■ **Task directions**
Copy every line from the records below that carries the word "needle".

■ **Data extracts**
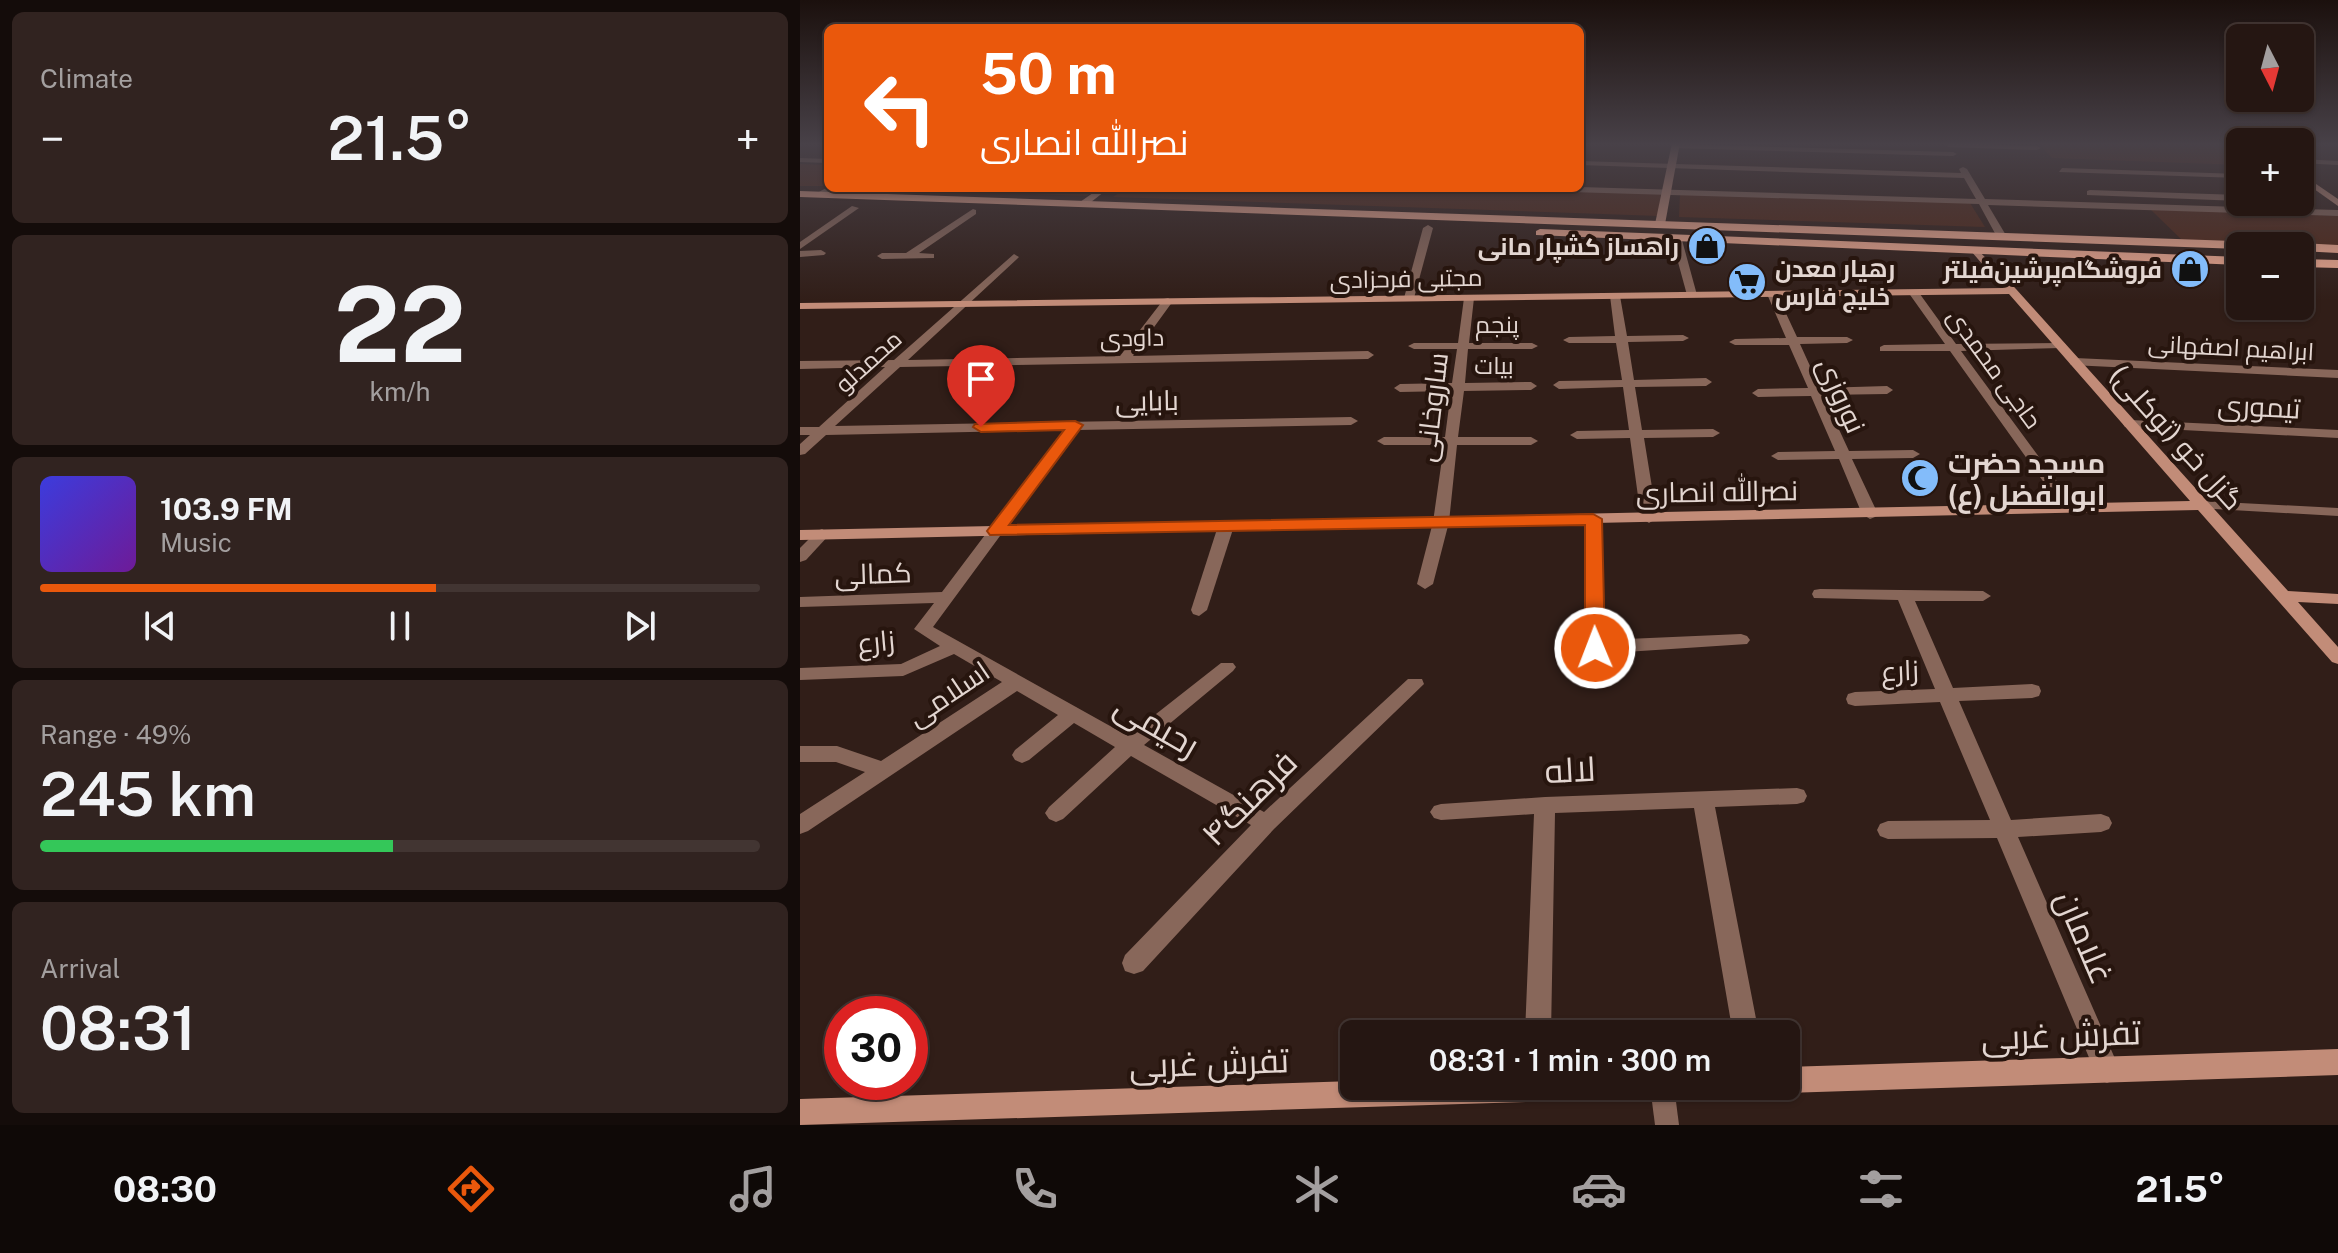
<!DOCTYPE html>
<html lang="en">
<head>
<meta charset="utf-8">
<style>
  body { margin:0; font-family:"Public Sans",Cairo,sans-serif; background:#312320; color:#f1f3f6; height:100vh; display:flex; flex-direction:column; font-size:30px; white-space:nowrap }
  * { box-sizing:border-box; margin:0 }
  p { font-size:26px; color:#a39f9f }
  .icon { flex:none; width:44px; height:44px; fill:none; stroke:currentColor; stroke-width:2; stroke-linecap:round; stroke-linejoin:round }
  .map { position:relative; flex:1; overflow:hidden }
  .drawer { display:flex; flex-direction:column; gap:12px; padding:12px; background:#140c0a; width:800px }
  .drawer>* { flex:none }
  .top-card { position:absolute; left:24px; top:24px; width:760px; height:168px; border-radius:12px; box-shadow:0 2px 6px #0004,0 0 0 2px #423532; background:#ea580c; color:#fff; overflow:hidden }
  .needle { width:52px; rotate:174deg }
  .buttons { position:absolute; left:1426px; top:24px; display:grid; gap:16px }
  .buttons a { display:grid; place-items:center; width:88px; height:88px; border-radius:12px; background:#251612; box-shadow:0 2px 6px #0004,0 0 0 2px #423532; font-size:40px }
  .speed { position:absolute; left:24px; top:996px; display:flex; gap:16px; font-size:40px; font-weight:700; text-align:center }
  .speed>* { display:grid; place-content:center; width:104px; height:104px; border-radius:50%; background:#251612; box-shadow:0 2px 6px #0004,0 0 0 2px #423532; line-height:1 }
  .speed .limit { border:12px solid #d22; background:#fff; color:#111 }
  .pin { position:absolute; display:grid; place-items:center; width:68px; height:68px; color:#fff; margin:-82px -34px; border-radius:50% 50% 50% 0; rotate:-45deg; box-shadow:0 0 8px #0007 }
  .pin .icon { rotate:45deg }
  .me { position:absolute; width:88px; margin:-44px; rotate:359deg; stroke-linejoin:round; filter:drop-shadow(0 0 6px #0008) }
  .turn { display:flex; align-items:center; gap:28px; height:168px; padding:0 24px; font-size:36px }
  .turn .icon { width:104px; height:104px; stroke-width:2.5 }
  .turn b { display:block; font-size:56px; line-height:68px }
  .big { font-size:60px; font-weight:600; line-height:1.1 }
  .drawer .tile { flex:1; display:flex; flex-direction:column; justify-content:center; gap:12px; min-width:0; padding:0 28px; border-radius:12px; background:#312320 }
  .drawer .dial { align-items:center; gap:0 }
  .dial b { font-size:104px; line-height:1 }
  .song { display:flex; align-items:center; gap:24px }
  .cover { width:96px; height:96px; border-radius:12px; background:linear-gradient(135deg,hsl(240 70% 55%),hsl(280 70% 35%)) }
  .played { height:8px; border-radius:4px; background:linear-gradient(90deg,#ea580c 55%,#423532 55%) }
  .keys { display:flex; justify-content:space-around; direction:ltr }
  .heat { display:flex; justify-content:space-between; align-items:center; font-size:44px; direction:ltr }
  .charge { height:12px; border-radius:6px; background:linear-gradient(90deg,#34c759 49%,#423532 0) }
  .trip { position:absolute; left:540px; top:1020px; width:460px; height:80px; border-radius:12px; background:#251612; box-shadow:0 2px 6px #0004,0 0 0 2px #423532; font-weight:600; line-height:80px; text-align:center }
  .menu { display:flex; height:128px; justify-content:space-around; align-items:center; background:#0f0907; color:#a39f9f }
  .menu .icon { width:56px; height:56px }
  .menu .current { color:#ea580c }
  .menu b { font-size:36px; color:#f1f3f6 }
  main { display:flex; flex:1; min-height:0 }
  .map>svg:first-child { display:block }
  .green { fill:#4f2616 }
  .lines { fill:none; stroke-linecap:round; stroke-linejoin:round }
  .lane { fill:#88675a; fill-rule:evenodd }
  .street { fill:#88675a; fill-rule:evenodd }
  .secondary { fill:#c28c78; fill-rule:evenodd }
  .primary { fill:#efa98f; fill-rule:evenodd }
  .route { fill:#ea580c; stroke:#983908; stroke-width:2 }
  .labels { text-anchor:middle; dominant-baseline:central; stroke-width:8; stroke-linejoin:round; paint-order:stroke }
  .far-poi-label { font-size:24px; font-weight:bold; fill:#e3d6d1; stroke:#27150e; text-anchor:end }
  .far-street-label { font-size:24px; fill:#e3d6d1; stroke:#27150e }
  .street-label { font-size:28px; fill:#e3d6d1; stroke:#27150e }
  .poi-label { font-size:28px; font-weight:bold; fill:#e3d6d1; stroke:#27150e; text-anchor:start }
  .near-street-label { font-size:34px; fill:#e3d6d1; stroke:#27150e }
</style>
</head>
<body>
<main>
<section class="drawer">
<div class="tile"><p>Climate</p>
<div class="heat"><a>−</a><b class="big">21.5°</b><a>+</a></div>
</div>
<div class="tile dial"><b>22</b><p>km/h</p></div>
<div class="tile">
<div class="song"><i class="cover"></i><div><b>103.9 FM</b><p>Music</p></div></div>
<div class="played"></div>
<div class="keys"><svg class="icon" aria-label="previous" viewBox="0 0 24 24"><path d="M18 5L8 12l10 7zM5 5v14"/></svg><svg class="icon" aria-label="pause" viewBox="0 0 24 24"><path d="M8 5v14M16 5v14"/></svg><svg class="icon" aria-label="next" viewBox="0 0 24 24"><path d="M6 5l10 7-10 7zM19 5v14"/></svg></div>
</div>
<div class="tile"><p>Range · 49%</p><b class="big">245 km</b><div class="charge"></div></div>
<div class="tile"><p>Arrival</p><b class="big">08:31</b></div>
</section>
<div class="map">
<svg width="1538" height="1125" viewBox="0 0 1538 1125">
  <rect width="100%" height="100%" fill="#311e18"/>
  <g class="green">
    <path d="M1238 143H1437L1440 145V165L1252 158Z"/>
    <path d="M0 164 28 165V186H0Z"/>
    <path d="M68 188H298L287 196Z"/>
    <path d="M326 188H704L861 194 859 216 313 197Z"/>
    <path d="M880 194 1170 203 1185 227 879 217Z"/>
    <path d="M1349 208 1538 216V246L1382 240Z"/>
  </g>
  <g class="lines">
    <path class="lane" d="M850 1086H874L879 1125H855Z"/>
    <g class="street">
      <path d="M1145 143 1237 146 1241 148 1237 150 1148 147Z"/>
      <path d="M875 144 1153 152 1157 154 1153 156 872 148Z"/>
      <path d="M0 158 28 159V163L0 162Z"/>
      <path d="M1500 159 1538 161V165L1500 163Z"/>
      <path d="M780 161 1161 173 1159 169 1163 167 1167 169 1185 199 1538 210V216L1188 205 1207 237 1202 240 1197 237 1179 204 737 191 733 188 780 187 1176 199 1164 178 780 165Z"/>
      <path d="M1262 168 1440 174V178L1259 172Z"/>
      <path d="M28 187 37 188 23 197H17V193Z"/>
      <path d="M1290 190 1440 195V201L1287 195V191Z"/>
      <path d="M52 206 59 208 0 249V242Z"/>
      <path d="M173 209 176 210V214L119 253 134 254V258L82 259 77 256 82 253H106Z"/>
      <path d="M628 225 633 228 614 298 605 300 604 298 623 228Z"/>
      <path d="M877 237 882 240 897 295 896 297 887 295 872 240Z"/>
      <path d="M21 250 26 253 24 255 0 257V251Z"/>
      <path d="M214 254 219 257 217 259 108 360 320 356 364 299 368 298 373 301 333 356 568 351 574 355 568 359 100 367 35 426 551 417 558 421 551 425 278 430 133 627 328 736 421 663H433L436 667 433 671 344 745 464 812 608 679H622L624 684 474 829 343 971 334 974 325 971 322 963 325 955 451 825 331 756 263 819 256 822 249 819 245 813 249 807 315 747 274 723 229 760 222 763 215 760 212 755 215 750 258 715 217 691 8 831 0 834V814L65 772 36 762H0V746H37L81 761 202 682 154 654 103 676 0 680V668L101 664 140 646 114 629 134 603 0 607V597L142 592 264 430 26 435 5 454 0 455V444L10 435H0V427H19L85 367 0 369V361L94 360Z"/>
      <path d="M1109 290H1117L1156 344 1264 343 1266 345 1260 348 1161 351 1275 506 1277 509 1275 512H1265L1150 351H1080V347L1084 345 1145 344 1108 292Z"/>
      <path d="M968 292 977 294 997 337H1047L1053 340 1047 343 1000 344 1020 388 1087 386 1093 390 1087 394 1023 395 1049 451 1113 450 1120 454 1113 458 1052 459 1078 514 1075 517 1070 519 1062 514 1039 459 978 460 971 456 978 452 1035 451 1011 396 958 397 952 393 958 389 1008 388 989 345H935L929 342 935 339 986 338 967 294Z"/>
      <path d="M815 293 820 296 827 336 883 335 889 338 883 341 828 342 834 380 906 378 912 382 906 386 835 387 842 430 913 429 920 433 913 437 844 438 857 518 849 523 841 518 830 438 777 439 770 435 777 431 829 430 823 387 759 389 753 385 759 381 822 380 816 343H769L763 340 769 337 815 336 810 296Z"/>
      <path d="M669 295 674 298 669 343H732L738 346 732 349H668L665 383 731 382 737 386 731 390 664 391 658 437H731L738 441 731 445H657L649 522 633 584 625 589 617 584 633 522 644 445H584L577 441 584 437H645L651 391 600 392 594 388 600 384 652 383 657 349H614L608 346 614 343H658L664 298Z"/>
      <path d="M1275 358 1538 370V378L1271 365 1269 362Z"/>
      <path d="M1330 420 1538 430V438L1325 427 1323 424Z"/>
      <path d="M1402 501 1538 508V516L1397 508 1395 505Z"/>
      <path d="M793 514 801 519 804 640 941 634 947 636 950 640 947 644 795 654 758 652 755 648 758 644 786 641 785 519Z"/>
      <path d="M426 521 434 526 407 610 399 616 393 614 391 610 418 526Z"/>
      <path d="M22 529 30 534 6 560 0 562V548L17 531Z"/>
      <path d="M1020 589 1183 591 1191 596 1183 601H1115L1153 688 1232 684 1239 686 1241 691 1239 696 1232 698 1159 701 1211 820 1301 814 1309 817 1312 823 1309 829 1301 832 1218 837 1320 1070 1316 1079 1307 1083 1298 1079 1197 838 1088 839 1080 836 1077 830 1080 824 1088 821 1190 820 1140 702 1055 706 1048 704 1046 699 1048 694 1055 692 1135 689 1098 600 1014 598 1012 594 1014 590Z"/>
      <path d="M997 788 1004 790 1007 796 1004 802 997 804 915 807 959 1034H933L894 808 755 813 751 1034H725L734 814 641 820 634 818 630 812 634 806 641 804 745 797Z"/>
    </g>
    <g class="secondary">
      <path d="M872 143H880L865 224 860 227 855 224Z"/>
      <path d="M1500 173 1538 199V206L1500 179Z"/>
      <path d="M300 188H309L286 206H280V202Z"/>
      <path d="M1176 248 1216 289 1488 591 1538 594V604L1498 602 1538 647V664L1532 662 1398 510 0 540V530L1390 501 1209 294 0 309V303L1203 288 1171 251Z"/>
      <path d="M1538 1049V1075L986 1093 975 1086H986V1067Z"/>
      <path d="M554 1081V1086H833L829 1095 820 1099 0 1125V1099Z"/>
    </g>
    <g class="primary">
      <path d="M0 191 1463 242 1469 246H1440V249L0 197Z"/>
      <path d="M740 229 1440 257V265L736 235V231Z"/>
      <path d="M1500 243 1538 245V253L1500 251V246H1495Z"/>
      <path d="M1500 259 1538 260V268L1500 267Z"/>
    </g>
  </g>
  <linearGradient id="sky" x2="0" y2="1"><stop stop-color="#1b100d"/><stop offset="0.48" stop-color="#484148"/><stop offset="1" stop-color="#484148" stop-opacity="0"/></linearGradient>
  <rect width="1538" height="300" fill="url(#sky)"/>
  <path class="route" d="M275 421 283 425 209 525 793 514 802 519 805 648 795 655 785 648V525L190 535 187 531 190 527 264 430 181 432 173 427 175 424Z"/>
  <defs>
    <g id="shop-disc" transform="scale(2)"><circle r="9.5" fill="#83bcfa" stroke="#27150e"/><path d="M-5-2.5h2.3a2.7 3.5 0 0 1 5.4 0H5L5.5 6h-11ZM-1.5-2.5h3a1.5 2.3 0 0 0-3 0Z" fill="#111"/></g>
    <g id="supermarket-disc" transform="scale(2)"><circle r="9.5" fill="#83bcfa" stroke="#27150e"/><path d="M-6-5.5h2.5l.6 2H6L4.5 2H-2.5L-4.4-4H-6ZM-1.5 3.2a1.3 1.3 0 1 0 .1 0ZM3 3.2a1.3 1.3 0 1 0 .1 0Z" fill="#111"/></g>
    <g id="mosque-disc" transform="scale(2)"><circle r="9.5" fill="#83bcfa" stroke="#27150e"/><path d="M3.5-4.9A6 6 0 1 0 3.5 4.9A5 5 0 1 1 3.5-4.9Z" fill="#111"/></g>
  </defs>
  <g fill-rule="evenodd">
    <use href="#shop-disc" x="907" y="246"/>
    <use href="#shop-disc" x="1390" y="269"/>
    <use href="#supermarket-disc" x="947" y="282"/>
    <use href="#mosque-disc" x="1120" y="478"/>
  </g>
  <g class="labels">
    <g class="far-poi-label">
      <text x="879" y="246">راهساز کشپار مانی</text>
      <text x="975" y="268" text-anchor="start">رهیار معدن<tspan x="975" dy="28">خلیج فارس</tspan></text>
      <text x="1362" y="269">فروشگاه‌پرشین‌فیلتر</text>
    </g>
    <g class="far-street-label">
      <text transform="translate(606 278) rotate(-1)">مجتبی فرحزادی</text>
      <text x="697" y="324">پنجم</text>
      <text transform="translate(332 337) rotate(-1)">داودی</text>
      <text transform="translate(1431 347) rotate(3)">ابراهیم اصفهانی</text>
      <text transform="translate(68 361) rotate(-42)">محمدلو</text>
      <text x="694" y="365">بیات</text>
      <text transform="translate(1195 368) rotate(54)">حاجی محمدی</text>
    </g>
    <g class="street-label">
      <text transform="translate(1042 395) rotate(66)">نوروزی</text>
      <text transform="translate(347 400) rotate(-1)">بابایی</text>
      <text transform="translate(1459 406) rotate(3)">تیموری</text>
      <text transform="translate(631 407) rotate(-83)">ساروخانی</text>
      <text transform="translate(1377 437) rotate(48)">گزل خو (توکلی)</text>
      <text transform="translate(917 491) rotate(-1)">نصرالله انصاری</text>
      <text transform="translate(73 573) rotate(-2)">کمالی</text>
      <text transform="translate(76 641) rotate(-5)">زارع</text>
      <text transform="translate(1100 670) rotate(-2)">زارع</text>
      <text transform="translate(148 693) rotate(-34)">اسلامی</text>
    </g>
    <g class="poi-label">
      <text x="1148" y="462">مسجد حضرت<tspan x="1148" dy="32">ابوالفضل (ع)</tspan></text>
    </g>
    <g class="near-street-label">
      <text transform="translate(357 725) rotate(30)">رحیمی</text>
      <text transform="translate(770 770) rotate(-3)">لاله</text>
      <text transform="translate(449 798) rotate(-45)">فرهنگ۴</text>
      <text transform="translate(1285 937) rotate(67)">غلامان</text>
      <text transform="translate(1261 1035) rotate(-2)">تفرش غربی</text>
      <text transform="translate(409 1063) rotate(-2)">تفرش غربی</text>
    </g>
  </g>
</svg>
<div class="buttons">
<a><svg class="needle" viewBox="-14 -14 28 28"><path d="M0-13l5 13h-10z" fill="#e53935"/><path d="M0 13l5-13h-10z" fill="#a39f9f"/></svg></a>
<a>+</a>
<a>−</a>
</div>
<div class="speed"><div class="limit">30</div></div>
<div class="pin" style="left:181px;top:427px;background:#d93025"><svg class="icon" aria-label="arrive" viewBox="0 0 24 24"><path d="M6 21V4h12l-3 4 3 4H6"/></svg></div>
<svg class="me" style="left:795px;top:648px" viewBox="-20 -20 40 40"><circle r="17" fill="#ea580c" stroke="#fff" stroke-width="3"/><path d="M0-11L8 9 0 5-8 9z" fill="#fff"/></svg>
<div class="trip">08:31 · 1 min · 300 m</div>
<div class="top-card">
<div class="turn"><svg class="icon" aria-label="left" viewBox="0 0 24 24"><path d="M17 20v-9H6M10 6l-5 5 5 5"/></svg><div><b>50 m</b>نصرالله انصاری</div></div>
</div>
</div>
</main>
<nav class="menu">
<b>08:30</b>
<svg class="icon current" aria-label="directions" viewBox="0 0 24 24"><path d="M12 3l9 9-9 9-9-9zM9 14v-3h6M13 9l2 2-2 2"/></svg>
<svg class="icon" aria-label="music" viewBox="0 0 24 24"><path d="M9 18V5l10-2v13"/><circle cx="6" cy="18" r="3"/><circle cx="16" cy="16" r="3"/></svg>
<svg class="icon" aria-label="phone" viewBox="0 0 24 24"><path d="M5 4h4l2 5-3 2q2 4 5 5l2-3 5 2v4C11 20 4 13 5 4z"/></svg>
<svg class="icon" aria-label="climate" viewBox="0 0 24 24"><path d="M12 3v18M4 7l16 10M4 17L20 7"/></svg>
<svg class="icon" aria-label="car" viewBox="0 0 24 24"><path d="M5 17H2v-5l4-1 3-4h7l3 4 3 1v5h-3M9 17h6M6 11h13"/><circle cx="7" cy="17" r="2"/><circle cx="17" cy="17" r="2"/></svg>
<svg class="icon" aria-label="filters" viewBox="0 0 24 24"><path d="M4 7h16M4 17h16"/><circle cx="9" cy="7" r="2"/><circle cx="15" cy="17" r="2"/></svg>
<b>21.5°</b>
</nav>
</body>
</html>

■ **Exercise output**
  .needle { width:52px; rotate:174deg }
<a><svg class="needle" viewBox="-14 -14 28 28"><path d="M0-13l5 13h-10z" fill="#e53935"/><path d="M0 13l5-13h-10z" fill="#a39f9f"/></svg></a>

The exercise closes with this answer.